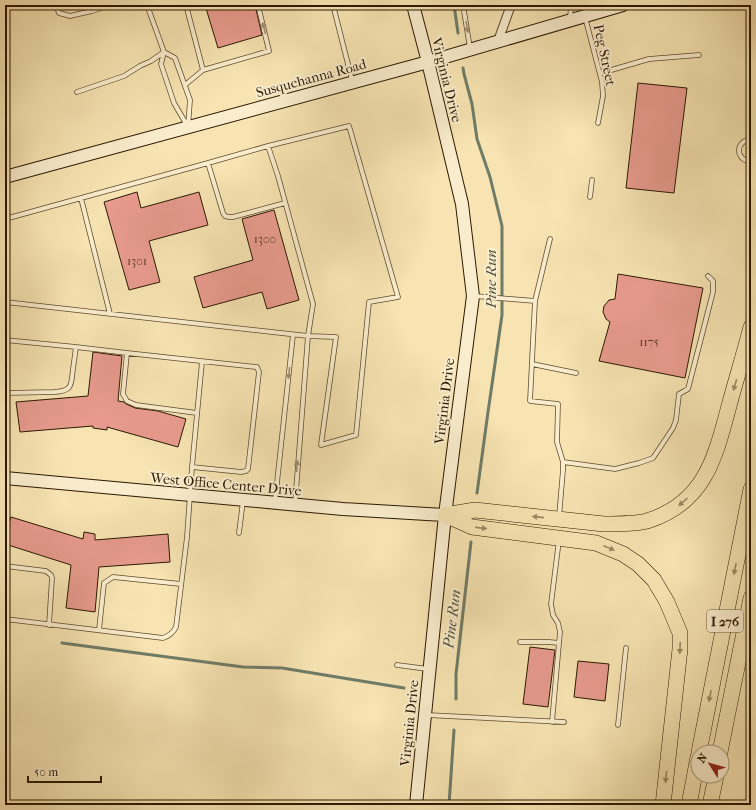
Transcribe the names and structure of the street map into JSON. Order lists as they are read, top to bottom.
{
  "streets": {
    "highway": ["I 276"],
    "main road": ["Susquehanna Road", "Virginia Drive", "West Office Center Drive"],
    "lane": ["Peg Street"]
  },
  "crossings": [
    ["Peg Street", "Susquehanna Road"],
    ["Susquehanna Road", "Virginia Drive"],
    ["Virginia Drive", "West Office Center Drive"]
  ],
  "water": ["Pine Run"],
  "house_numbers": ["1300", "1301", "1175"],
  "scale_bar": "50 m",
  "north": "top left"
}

Exercise: Strip the images and return the remaining data exactly.

Result of this task:
Transcribe the names and structure of the street map into JSON. Order lists as they are read, top to bottom.
{
  "streets": {
    "highway": ["I 276"],
    "main road": ["Susquehanna Road", "Virginia Drive", "West Office Center Drive"],
    "lane": ["Peg Street"]
  },
  "crossings": [
    ["Peg Street", "Susquehanna Road"],
    ["Susquehanna Road", "Virginia Drive"],
    ["Virginia Drive", "West Office Center Drive"]
  ],
  "water": ["Pine Run"],
  "house_numbers": ["1300", "1301", "1175"],
  "scale_bar": "50 m",
  "north": "top left"
}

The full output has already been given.